→ **REQUIRED WORK**:
In the material below, find each line with the string "from" and copy it.
========
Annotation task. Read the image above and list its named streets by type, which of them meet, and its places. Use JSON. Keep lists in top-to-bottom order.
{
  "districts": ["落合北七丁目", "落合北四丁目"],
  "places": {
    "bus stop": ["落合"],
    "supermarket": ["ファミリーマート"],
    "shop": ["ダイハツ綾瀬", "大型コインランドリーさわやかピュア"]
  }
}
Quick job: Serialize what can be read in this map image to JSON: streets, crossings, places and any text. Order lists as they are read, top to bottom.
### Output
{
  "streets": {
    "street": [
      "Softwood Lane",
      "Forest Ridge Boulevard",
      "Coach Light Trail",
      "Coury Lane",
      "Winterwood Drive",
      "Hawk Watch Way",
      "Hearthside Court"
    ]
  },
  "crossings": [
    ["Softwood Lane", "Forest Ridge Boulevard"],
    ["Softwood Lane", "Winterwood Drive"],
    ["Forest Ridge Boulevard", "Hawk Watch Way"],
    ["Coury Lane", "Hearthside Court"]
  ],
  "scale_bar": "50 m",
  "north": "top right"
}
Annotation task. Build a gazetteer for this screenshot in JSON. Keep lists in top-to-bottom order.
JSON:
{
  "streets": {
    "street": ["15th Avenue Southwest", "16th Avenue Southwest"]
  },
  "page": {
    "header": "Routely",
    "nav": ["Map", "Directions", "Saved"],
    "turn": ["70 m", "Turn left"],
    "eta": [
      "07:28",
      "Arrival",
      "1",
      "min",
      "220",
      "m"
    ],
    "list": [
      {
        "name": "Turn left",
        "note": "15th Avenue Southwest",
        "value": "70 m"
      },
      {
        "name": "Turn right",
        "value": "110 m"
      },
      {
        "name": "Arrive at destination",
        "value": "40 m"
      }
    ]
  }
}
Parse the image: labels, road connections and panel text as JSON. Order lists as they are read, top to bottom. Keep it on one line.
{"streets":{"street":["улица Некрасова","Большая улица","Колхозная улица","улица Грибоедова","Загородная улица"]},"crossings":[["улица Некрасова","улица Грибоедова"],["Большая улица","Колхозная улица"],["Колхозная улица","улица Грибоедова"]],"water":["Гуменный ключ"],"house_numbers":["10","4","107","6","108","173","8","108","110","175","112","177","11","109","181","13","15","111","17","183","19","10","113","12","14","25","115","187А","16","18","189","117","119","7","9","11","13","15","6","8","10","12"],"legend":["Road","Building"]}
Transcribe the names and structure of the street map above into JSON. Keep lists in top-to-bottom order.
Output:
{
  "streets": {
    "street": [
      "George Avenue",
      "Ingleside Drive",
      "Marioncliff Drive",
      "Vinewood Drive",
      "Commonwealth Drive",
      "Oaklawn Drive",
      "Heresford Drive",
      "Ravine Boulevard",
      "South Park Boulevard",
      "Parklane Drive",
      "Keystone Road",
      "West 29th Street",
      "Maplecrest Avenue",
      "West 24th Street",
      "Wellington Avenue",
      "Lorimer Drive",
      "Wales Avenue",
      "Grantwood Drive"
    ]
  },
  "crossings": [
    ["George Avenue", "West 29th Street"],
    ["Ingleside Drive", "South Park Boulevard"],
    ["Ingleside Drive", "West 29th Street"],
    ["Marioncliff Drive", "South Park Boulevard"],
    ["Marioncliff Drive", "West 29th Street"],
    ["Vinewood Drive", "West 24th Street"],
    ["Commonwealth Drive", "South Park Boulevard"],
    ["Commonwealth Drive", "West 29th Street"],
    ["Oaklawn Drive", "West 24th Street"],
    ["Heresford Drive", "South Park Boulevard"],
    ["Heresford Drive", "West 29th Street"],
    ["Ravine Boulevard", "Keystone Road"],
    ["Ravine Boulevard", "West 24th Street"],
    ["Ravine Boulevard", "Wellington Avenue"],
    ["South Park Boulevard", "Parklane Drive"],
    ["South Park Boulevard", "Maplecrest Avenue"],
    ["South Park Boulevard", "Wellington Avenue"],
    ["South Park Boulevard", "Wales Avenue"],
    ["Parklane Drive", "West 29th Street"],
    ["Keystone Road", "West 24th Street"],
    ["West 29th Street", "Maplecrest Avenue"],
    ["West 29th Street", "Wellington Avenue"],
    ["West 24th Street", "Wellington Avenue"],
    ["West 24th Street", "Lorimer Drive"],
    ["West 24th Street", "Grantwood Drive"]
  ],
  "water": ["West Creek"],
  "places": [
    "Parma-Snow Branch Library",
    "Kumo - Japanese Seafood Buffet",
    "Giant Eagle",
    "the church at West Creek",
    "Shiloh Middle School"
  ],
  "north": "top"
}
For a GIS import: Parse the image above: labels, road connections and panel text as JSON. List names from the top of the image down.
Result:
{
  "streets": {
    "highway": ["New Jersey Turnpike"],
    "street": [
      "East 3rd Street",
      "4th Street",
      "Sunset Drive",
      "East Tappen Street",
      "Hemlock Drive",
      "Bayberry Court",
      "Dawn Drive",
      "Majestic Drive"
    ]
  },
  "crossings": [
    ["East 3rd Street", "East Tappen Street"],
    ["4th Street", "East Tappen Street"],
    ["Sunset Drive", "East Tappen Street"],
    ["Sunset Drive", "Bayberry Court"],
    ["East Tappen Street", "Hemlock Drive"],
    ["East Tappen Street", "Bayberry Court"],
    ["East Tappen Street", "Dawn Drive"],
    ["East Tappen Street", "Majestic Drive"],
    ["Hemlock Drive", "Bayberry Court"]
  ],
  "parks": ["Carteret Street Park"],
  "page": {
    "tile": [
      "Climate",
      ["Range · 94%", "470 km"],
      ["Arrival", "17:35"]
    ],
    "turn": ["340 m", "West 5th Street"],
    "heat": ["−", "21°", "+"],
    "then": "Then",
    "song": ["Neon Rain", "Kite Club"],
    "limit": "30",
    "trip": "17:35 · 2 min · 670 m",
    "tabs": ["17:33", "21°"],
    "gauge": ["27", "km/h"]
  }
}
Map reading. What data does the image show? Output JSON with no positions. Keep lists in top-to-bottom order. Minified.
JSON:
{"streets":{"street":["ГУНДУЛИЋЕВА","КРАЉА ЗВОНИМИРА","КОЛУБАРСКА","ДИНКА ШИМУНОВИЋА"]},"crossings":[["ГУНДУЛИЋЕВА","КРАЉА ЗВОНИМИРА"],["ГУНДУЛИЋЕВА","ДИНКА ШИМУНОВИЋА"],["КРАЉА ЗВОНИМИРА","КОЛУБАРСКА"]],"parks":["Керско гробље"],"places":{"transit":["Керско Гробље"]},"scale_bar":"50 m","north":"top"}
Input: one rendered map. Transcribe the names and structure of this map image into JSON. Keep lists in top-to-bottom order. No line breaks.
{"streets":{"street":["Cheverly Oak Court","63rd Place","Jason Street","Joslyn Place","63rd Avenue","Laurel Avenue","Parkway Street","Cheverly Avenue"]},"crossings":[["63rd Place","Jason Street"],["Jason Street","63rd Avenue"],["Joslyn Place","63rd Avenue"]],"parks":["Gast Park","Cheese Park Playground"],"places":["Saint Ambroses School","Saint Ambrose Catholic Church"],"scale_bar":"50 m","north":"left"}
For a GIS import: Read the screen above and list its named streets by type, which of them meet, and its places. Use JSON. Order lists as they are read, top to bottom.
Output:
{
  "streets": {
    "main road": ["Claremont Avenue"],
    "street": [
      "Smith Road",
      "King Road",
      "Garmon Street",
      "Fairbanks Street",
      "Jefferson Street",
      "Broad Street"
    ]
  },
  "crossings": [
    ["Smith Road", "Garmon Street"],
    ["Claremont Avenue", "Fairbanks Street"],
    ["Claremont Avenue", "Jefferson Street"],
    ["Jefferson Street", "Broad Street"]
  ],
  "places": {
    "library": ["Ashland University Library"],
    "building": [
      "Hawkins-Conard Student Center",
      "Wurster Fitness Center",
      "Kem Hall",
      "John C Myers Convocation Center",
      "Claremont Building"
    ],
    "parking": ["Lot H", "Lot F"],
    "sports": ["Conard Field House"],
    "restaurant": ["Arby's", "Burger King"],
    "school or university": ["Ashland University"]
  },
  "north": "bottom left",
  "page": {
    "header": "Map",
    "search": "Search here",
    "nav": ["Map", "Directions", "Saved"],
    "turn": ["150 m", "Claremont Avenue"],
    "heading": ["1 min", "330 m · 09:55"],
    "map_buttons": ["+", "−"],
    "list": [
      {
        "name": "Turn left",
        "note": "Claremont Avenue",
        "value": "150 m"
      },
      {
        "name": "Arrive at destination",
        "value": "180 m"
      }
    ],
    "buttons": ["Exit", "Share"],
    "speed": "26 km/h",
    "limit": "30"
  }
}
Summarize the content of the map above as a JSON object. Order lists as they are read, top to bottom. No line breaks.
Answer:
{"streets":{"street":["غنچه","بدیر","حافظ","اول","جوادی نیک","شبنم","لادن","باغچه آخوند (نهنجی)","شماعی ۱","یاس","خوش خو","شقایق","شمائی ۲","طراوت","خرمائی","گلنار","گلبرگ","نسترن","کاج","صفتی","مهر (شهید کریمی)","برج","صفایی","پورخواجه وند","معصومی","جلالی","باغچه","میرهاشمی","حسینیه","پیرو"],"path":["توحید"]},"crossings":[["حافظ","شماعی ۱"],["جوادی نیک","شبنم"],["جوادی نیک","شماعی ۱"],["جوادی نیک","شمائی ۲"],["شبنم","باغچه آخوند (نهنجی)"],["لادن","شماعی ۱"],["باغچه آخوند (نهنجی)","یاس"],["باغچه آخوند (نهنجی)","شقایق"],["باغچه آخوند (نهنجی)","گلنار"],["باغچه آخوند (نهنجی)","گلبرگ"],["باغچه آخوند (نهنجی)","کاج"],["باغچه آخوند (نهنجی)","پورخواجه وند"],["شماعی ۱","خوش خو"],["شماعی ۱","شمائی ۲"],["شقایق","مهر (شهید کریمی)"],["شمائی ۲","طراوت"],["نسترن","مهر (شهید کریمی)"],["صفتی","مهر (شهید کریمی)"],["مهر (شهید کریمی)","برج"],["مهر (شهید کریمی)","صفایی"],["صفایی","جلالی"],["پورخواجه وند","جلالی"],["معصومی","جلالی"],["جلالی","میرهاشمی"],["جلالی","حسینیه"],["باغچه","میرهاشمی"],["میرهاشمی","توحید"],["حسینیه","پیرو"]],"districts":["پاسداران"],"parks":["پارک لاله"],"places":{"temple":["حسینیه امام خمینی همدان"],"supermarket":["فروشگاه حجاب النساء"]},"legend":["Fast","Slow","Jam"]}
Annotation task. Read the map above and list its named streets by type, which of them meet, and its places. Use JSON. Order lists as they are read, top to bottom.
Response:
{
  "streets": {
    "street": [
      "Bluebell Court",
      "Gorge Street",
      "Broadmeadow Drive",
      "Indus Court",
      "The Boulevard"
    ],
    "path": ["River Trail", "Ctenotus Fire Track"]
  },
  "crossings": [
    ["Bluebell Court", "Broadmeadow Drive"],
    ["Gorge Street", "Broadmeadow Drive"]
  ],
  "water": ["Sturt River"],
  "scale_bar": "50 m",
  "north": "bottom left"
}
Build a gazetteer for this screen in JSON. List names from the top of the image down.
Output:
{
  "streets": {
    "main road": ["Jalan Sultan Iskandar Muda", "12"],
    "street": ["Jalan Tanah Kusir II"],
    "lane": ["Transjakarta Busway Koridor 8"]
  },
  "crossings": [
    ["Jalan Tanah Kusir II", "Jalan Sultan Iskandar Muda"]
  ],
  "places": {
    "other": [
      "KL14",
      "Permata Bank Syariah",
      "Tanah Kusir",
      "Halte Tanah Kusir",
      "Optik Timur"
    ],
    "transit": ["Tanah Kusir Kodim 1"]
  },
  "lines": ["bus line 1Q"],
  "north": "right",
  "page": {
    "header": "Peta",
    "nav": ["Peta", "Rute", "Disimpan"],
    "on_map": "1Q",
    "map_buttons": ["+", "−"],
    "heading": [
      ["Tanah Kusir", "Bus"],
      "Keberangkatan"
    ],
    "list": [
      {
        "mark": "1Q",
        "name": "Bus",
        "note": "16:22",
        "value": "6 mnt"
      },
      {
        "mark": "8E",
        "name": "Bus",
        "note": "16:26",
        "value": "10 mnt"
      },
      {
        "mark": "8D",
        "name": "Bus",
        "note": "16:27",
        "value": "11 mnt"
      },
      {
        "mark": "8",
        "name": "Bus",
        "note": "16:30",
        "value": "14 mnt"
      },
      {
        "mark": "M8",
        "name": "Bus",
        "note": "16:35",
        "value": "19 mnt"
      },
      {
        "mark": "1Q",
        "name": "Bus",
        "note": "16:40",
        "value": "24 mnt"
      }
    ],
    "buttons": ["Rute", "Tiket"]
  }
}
========
→ **THE ANSWER**:
For a GIS import: Parse the image above: labels, road connections and panel text as JSON. List names from the top of the image down.
Build a gazetteer for this screen in JSON. List names from the top of the image down.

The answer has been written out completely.